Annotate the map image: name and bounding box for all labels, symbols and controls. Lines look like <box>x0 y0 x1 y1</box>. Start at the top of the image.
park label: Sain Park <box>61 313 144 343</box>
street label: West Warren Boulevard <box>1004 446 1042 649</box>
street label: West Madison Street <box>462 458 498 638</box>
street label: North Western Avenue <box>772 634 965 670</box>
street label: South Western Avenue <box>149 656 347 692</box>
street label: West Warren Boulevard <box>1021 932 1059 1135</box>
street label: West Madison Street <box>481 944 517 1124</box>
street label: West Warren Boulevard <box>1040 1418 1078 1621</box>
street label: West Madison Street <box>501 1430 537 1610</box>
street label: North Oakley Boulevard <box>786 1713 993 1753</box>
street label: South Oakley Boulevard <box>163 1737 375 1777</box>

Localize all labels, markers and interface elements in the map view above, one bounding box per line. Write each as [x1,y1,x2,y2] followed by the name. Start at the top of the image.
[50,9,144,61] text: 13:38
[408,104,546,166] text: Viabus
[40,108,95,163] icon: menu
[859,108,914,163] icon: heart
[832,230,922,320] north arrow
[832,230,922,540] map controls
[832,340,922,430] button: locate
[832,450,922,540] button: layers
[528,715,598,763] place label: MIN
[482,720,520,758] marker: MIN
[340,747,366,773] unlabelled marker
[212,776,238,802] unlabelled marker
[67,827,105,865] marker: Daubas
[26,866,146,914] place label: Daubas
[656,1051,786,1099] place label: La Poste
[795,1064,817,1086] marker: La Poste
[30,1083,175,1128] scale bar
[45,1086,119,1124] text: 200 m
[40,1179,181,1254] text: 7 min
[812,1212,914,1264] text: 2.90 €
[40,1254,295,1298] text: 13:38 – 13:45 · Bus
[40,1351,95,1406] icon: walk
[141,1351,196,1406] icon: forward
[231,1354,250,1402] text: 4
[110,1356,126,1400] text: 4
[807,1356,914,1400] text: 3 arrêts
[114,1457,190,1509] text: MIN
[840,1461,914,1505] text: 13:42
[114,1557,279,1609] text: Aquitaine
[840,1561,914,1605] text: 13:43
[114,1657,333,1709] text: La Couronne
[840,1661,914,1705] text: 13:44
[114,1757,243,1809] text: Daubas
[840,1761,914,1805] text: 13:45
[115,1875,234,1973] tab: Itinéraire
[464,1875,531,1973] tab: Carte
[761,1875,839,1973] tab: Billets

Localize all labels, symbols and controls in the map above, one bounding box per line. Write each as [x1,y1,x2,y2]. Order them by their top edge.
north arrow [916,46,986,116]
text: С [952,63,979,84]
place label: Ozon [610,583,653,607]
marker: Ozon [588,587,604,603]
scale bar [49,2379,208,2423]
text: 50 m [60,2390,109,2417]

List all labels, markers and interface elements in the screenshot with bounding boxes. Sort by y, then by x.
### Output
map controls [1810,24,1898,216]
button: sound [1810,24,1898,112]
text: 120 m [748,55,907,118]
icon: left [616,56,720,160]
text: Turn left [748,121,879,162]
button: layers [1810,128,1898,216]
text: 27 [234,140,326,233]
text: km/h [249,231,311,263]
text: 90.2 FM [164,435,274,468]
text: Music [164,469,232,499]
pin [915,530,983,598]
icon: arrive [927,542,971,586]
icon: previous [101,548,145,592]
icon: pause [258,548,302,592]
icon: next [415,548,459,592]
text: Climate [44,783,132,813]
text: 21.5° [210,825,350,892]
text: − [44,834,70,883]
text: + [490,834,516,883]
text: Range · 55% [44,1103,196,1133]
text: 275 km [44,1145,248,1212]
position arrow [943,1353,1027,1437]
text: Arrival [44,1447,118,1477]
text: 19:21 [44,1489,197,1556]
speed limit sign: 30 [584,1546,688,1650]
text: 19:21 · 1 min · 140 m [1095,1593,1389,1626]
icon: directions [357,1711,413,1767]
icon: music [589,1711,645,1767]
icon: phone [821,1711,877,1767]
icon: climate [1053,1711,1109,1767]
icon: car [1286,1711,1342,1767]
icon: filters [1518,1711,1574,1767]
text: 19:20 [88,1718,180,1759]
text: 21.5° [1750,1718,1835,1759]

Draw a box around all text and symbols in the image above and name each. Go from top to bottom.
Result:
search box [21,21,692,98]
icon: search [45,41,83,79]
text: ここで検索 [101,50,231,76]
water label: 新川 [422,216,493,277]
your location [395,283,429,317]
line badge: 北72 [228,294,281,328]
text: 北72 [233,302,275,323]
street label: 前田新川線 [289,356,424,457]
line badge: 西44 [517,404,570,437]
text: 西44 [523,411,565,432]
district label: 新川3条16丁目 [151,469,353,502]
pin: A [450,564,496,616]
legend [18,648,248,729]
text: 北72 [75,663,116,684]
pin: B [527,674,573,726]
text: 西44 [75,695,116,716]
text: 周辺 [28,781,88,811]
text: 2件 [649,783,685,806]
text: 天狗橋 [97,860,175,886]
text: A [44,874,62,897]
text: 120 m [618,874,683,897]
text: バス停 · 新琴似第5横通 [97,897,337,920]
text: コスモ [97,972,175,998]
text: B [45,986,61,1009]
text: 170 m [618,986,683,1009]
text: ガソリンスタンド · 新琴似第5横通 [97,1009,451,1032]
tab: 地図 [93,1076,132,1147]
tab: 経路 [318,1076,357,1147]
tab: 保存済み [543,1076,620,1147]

########################################

An exact reproduction of all the records is needed.

> [SOLVED EXERCISE]:
Annotate the map image: name and bounding box for all labels, symbols and controls. Lines look like <box>x0 y0 x1 y1</box>. Start at the top of the image.
park label: Sain Park <box>61 313 144 343</box>
street label: West Warren Boulevard <box>1004 446 1042 649</box>
street label: West Madison Street <box>462 458 498 638</box>
street label: North Western Avenue <box>772 634 965 670</box>
street label: South Western Avenue <box>149 656 347 692</box>
street label: West Warren Boulevard <box>1021 932 1059 1135</box>
street label: West Madison Street <box>481 944 517 1124</box>
street label: West Warren Boulevard <box>1040 1418 1078 1621</box>
street label: West Madison Street <box>501 1430 537 1610</box>
street label: North Oakley Boulevard <box>786 1713 993 1753</box>
street label: South Oakley Boulevard <box>163 1737 375 1777</box>

Localize all labels, markers and interface elements in the map view above, one bounding box per line. Write each as [x1,y1,x2,y2] followed by the name. Start at the top of the image.
[50,9,144,61] text: 13:38
[408,104,546,166] text: Viabus
[40,108,95,163] icon: menu
[859,108,914,163] icon: heart
[832,230,922,320] north arrow
[832,230,922,540] map controls
[832,340,922,430] button: locate
[832,450,922,540] button: layers
[528,715,598,763] place label: MIN
[482,720,520,758] marker: MIN
[340,747,366,773] unlabelled marker
[212,776,238,802] unlabelled marker
[67,827,105,865] marker: Daubas
[26,866,146,914] place label: Daubas
[656,1051,786,1099] place label: La Poste
[795,1064,817,1086] marker: La Poste
[30,1083,175,1128] scale bar
[45,1086,119,1124] text: 200 m
[40,1179,181,1254] text: 7 min
[812,1212,914,1264] text: 2.90 €
[40,1254,295,1298] text: 13:38 – 13:45 · Bus
[40,1351,95,1406] icon: walk
[141,1351,196,1406] icon: forward
[231,1354,250,1402] text: 4
[110,1356,126,1400] text: 4
[807,1356,914,1400] text: 3 arrêts
[114,1457,190,1509] text: MIN
[840,1461,914,1505] text: 13:42
[114,1557,279,1609] text: Aquitaine
[840,1561,914,1605] text: 13:43
[114,1657,333,1709] text: La Couronne
[840,1661,914,1705] text: 13:44
[114,1757,243,1809] text: Daubas
[840,1761,914,1805] text: 13:45
[115,1875,234,1973] tab: Itinéraire
[464,1875,531,1973] tab: Carte
[761,1875,839,1973] tab: Billets

Localize all labels, symbols and controls in the map above, one bounding box per line. Write each as [x1,y1,x2,y2]. Order them by their top edge.
north arrow [916,46,986,116]
text: С [952,63,979,84]
place label: Ozon [610,583,653,607]
marker: Ozon [588,587,604,603]
scale bar [49,2379,208,2423]
text: 50 m [60,2390,109,2417]

List all labels, markers and interface elements in the screenshot with bounding boxes. Sort by y, then by x.
### Output
map controls [1810,24,1898,216]
button: sound [1810,24,1898,112]
text: 120 m [748,55,907,118]
icon: left [616,56,720,160]
text: Turn left [748,121,879,162]
button: layers [1810,128,1898,216]
text: 27 [234,140,326,233]
text: km/h [249,231,311,263]
text: 90.2 FM [164,435,274,468]
text: Music [164,469,232,499]
pin [915,530,983,598]
icon: arrive [927,542,971,586]
icon: previous [101,548,145,592]
icon: pause [258,548,302,592]
icon: next [415,548,459,592]
text: Climate [44,783,132,813]
text: 21.5° [210,825,350,892]
text: − [44,834,70,883]
text: + [490,834,516,883]
text: Range · 55% [44,1103,196,1133]
text: 275 km [44,1145,248,1212]
position arrow [943,1353,1027,1437]
text: Arrival [44,1447,118,1477]
text: 19:21 [44,1489,197,1556]
speed limit sign: 30 [584,1546,688,1650]
text: 19:21 · 1 min · 140 m [1095,1593,1389,1626]
icon: directions [357,1711,413,1767]
icon: music [589,1711,645,1767]
icon: phone [821,1711,877,1767]
icon: climate [1053,1711,1109,1767]
icon: car [1286,1711,1342,1767]
icon: filters [1518,1711,1574,1767]
text: 19:20 [88,1718,180,1759]
text: 21.5° [1750,1718,1835,1759]

Draw a box around all text and symbols in the image above and name each. Go from top to bottom.
Result:
search box [21,21,692,98]
icon: search [45,41,83,79]
text: ここで検索 [101,50,231,76]
water label: 新川 [422,216,493,277]
your location [395,283,429,317]
line badge: 北72 [228,294,281,328]
text: 北72 [233,302,275,323]
street label: 前田新川線 [289,356,424,457]
line badge: 西44 [517,404,570,437]
text: 西44 [523,411,565,432]
district label: 新川3条16丁目 [151,469,353,502]
pin: A [450,564,496,616]
legend [18,648,248,729]
text: 北72 [75,663,116,684]
pin: B [527,674,573,726]
text: 西44 [75,695,116,716]
text: 周辺 [28,781,88,811]
text: 2件 [649,783,685,806]
text: 天狗橋 [97,860,175,886]
text: A [44,874,62,897]
text: 120 m [618,874,683,897]
text: バス停 · 新琴似第5横通 [97,897,337,920]
text: コスモ [97,972,175,998]
text: B [45,986,61,1009]
text: 170 m [618,986,683,1009]
text: ガソリンスタンド · 新琴似第5横通 [97,1009,451,1032]
tab: 地図 [93,1076,132,1147]
tab: 経路 [318,1076,357,1147]
tab: 保存済み [543,1076,620,1147]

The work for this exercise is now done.